▶ Brief
Write out each record exactly as given, but do not include the pictures.

▶ Extracted information
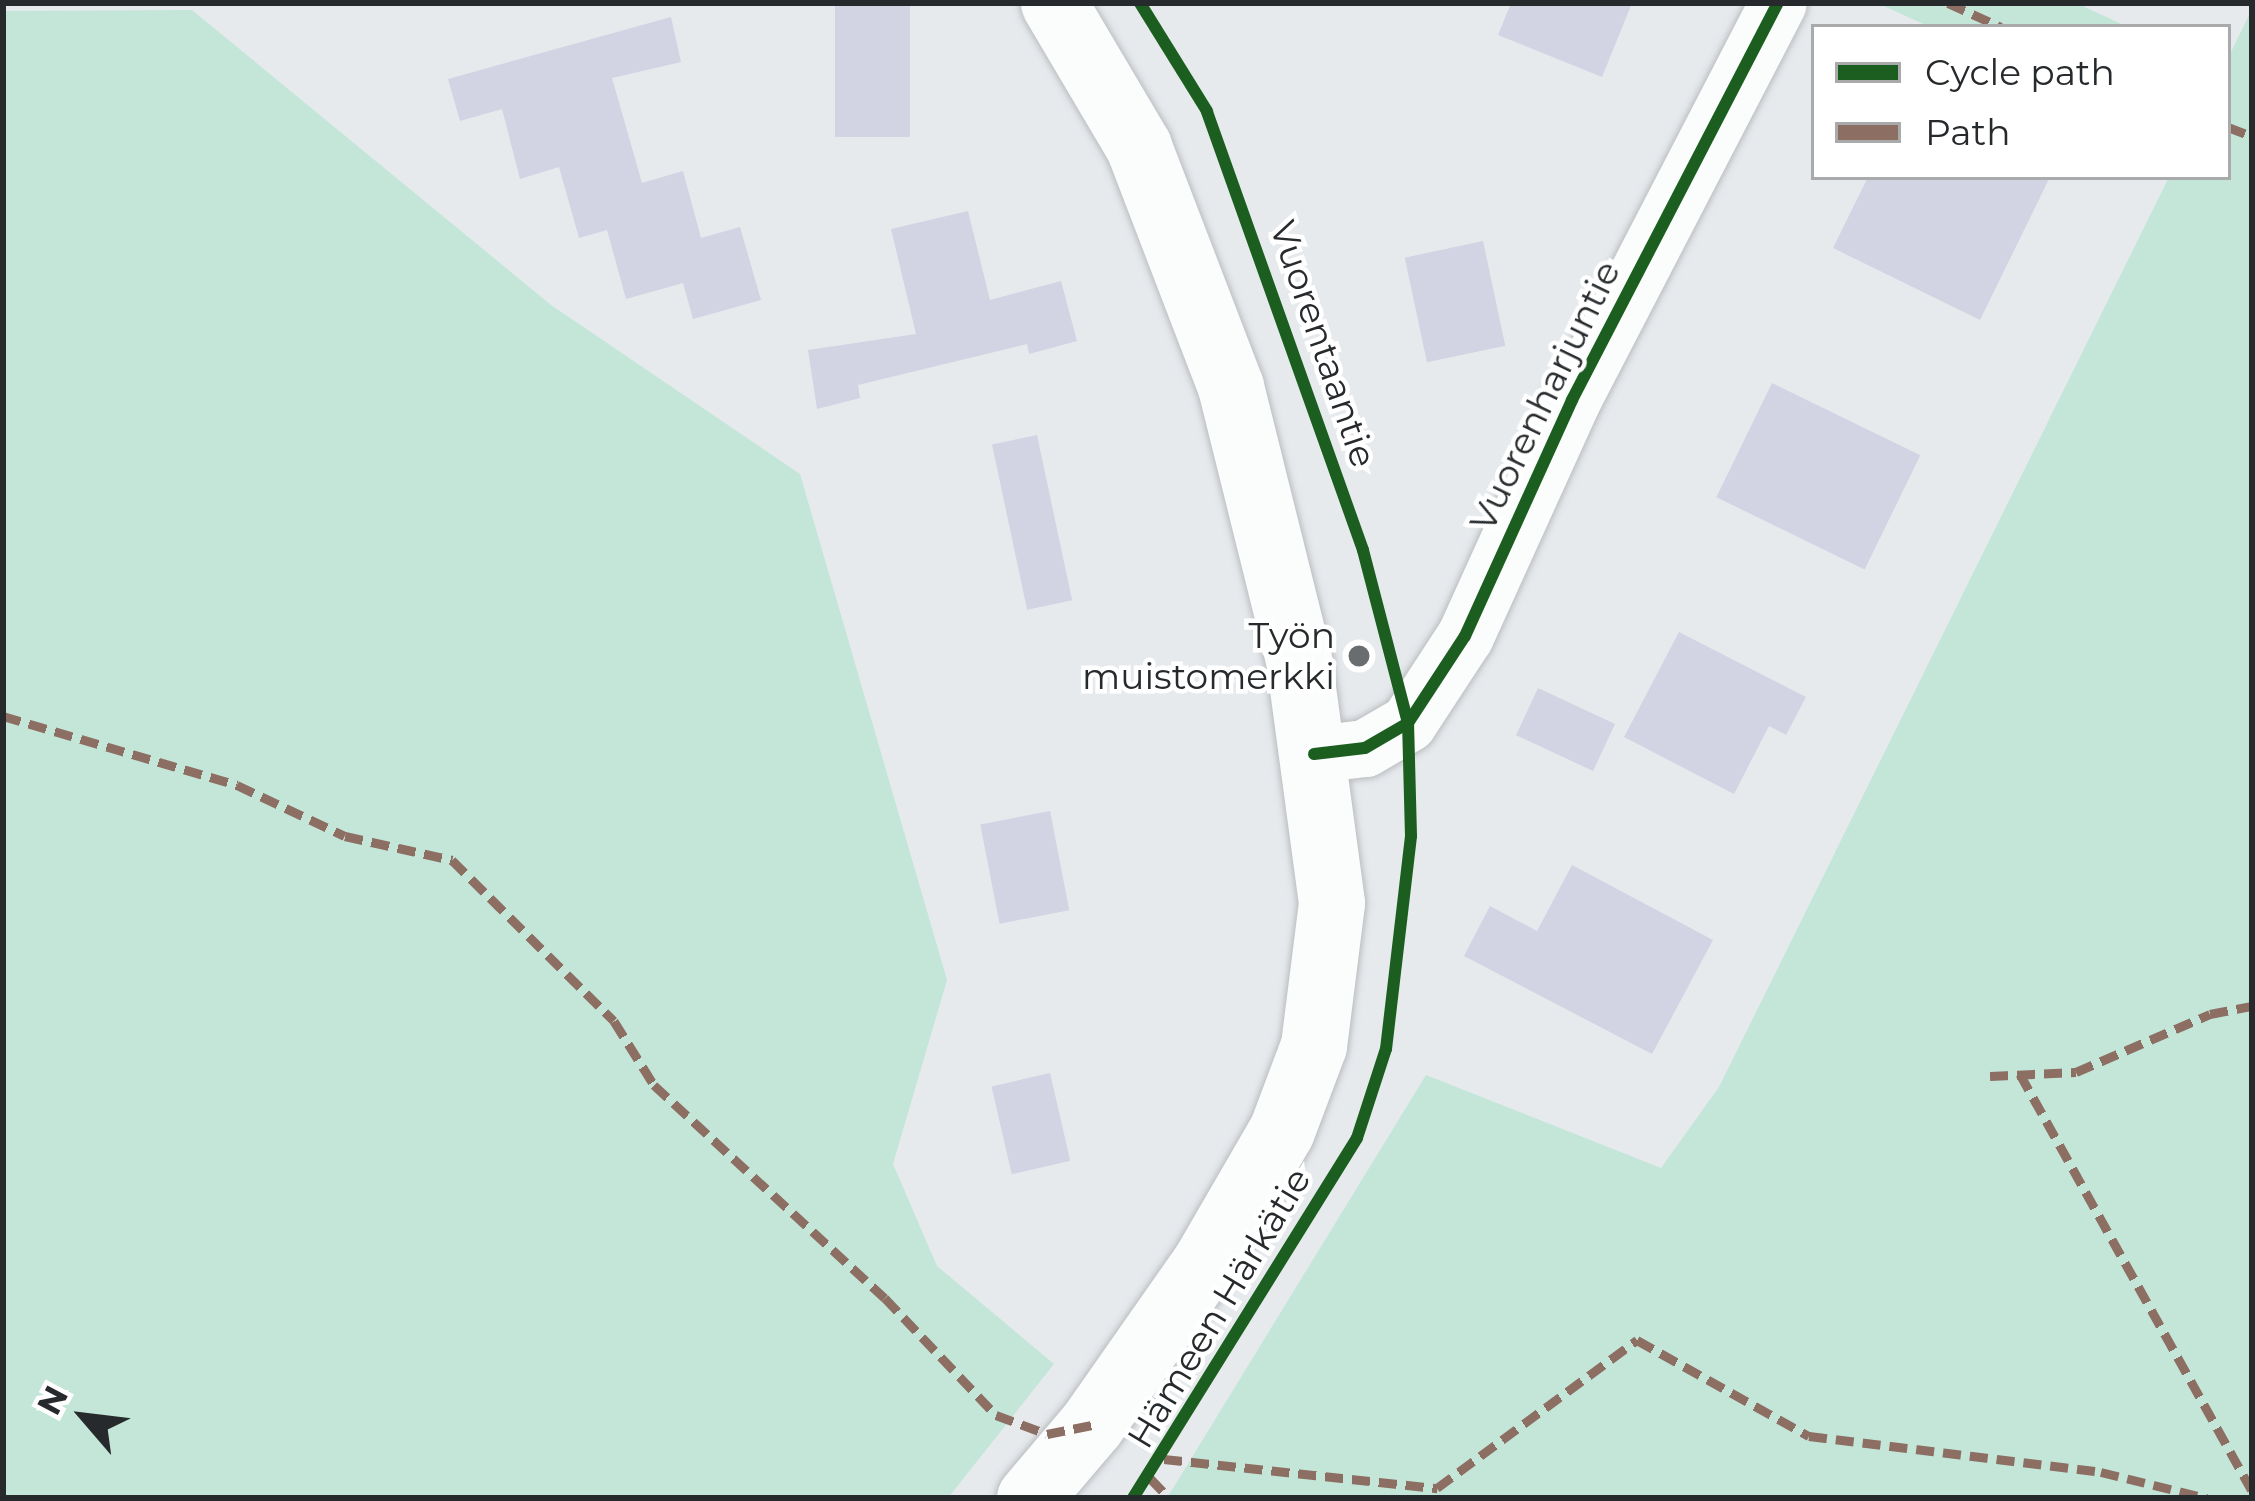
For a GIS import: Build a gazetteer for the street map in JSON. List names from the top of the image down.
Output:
{
  "streets": {
    "main road": ["Hämeen Härkätie"],
    "street": ["Vuorenharjuntie"],
    "cycle path": ["Vuorentaantie"]
  },
  "crossings": [
    ["Vuorenharjuntie", "Hämeen Härkätie"]
  ],
  "places": ["Työn muistomerkki"],
  "legend": ["Cycle path", "Path"],
  "north": "top left"
}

▶ Task solution
For a GIS import: Build a gazetteer for the street map in JSON. List names from the top of the image down.
Output:
{
  "streets": {
    "main road": ["Hämeen Härkätie"],
    "street": ["Vuorenharjuntie"],
    "cycle path": ["Vuorentaantie"]
  },
  "crossings": [
    ["Vuorenharjuntie", "Hämeen Härkätie"]
  ],
  "places": ["Työn muistomerkki"],
  "legend": ["Cycle path", "Path"],
  "north": "top left"
}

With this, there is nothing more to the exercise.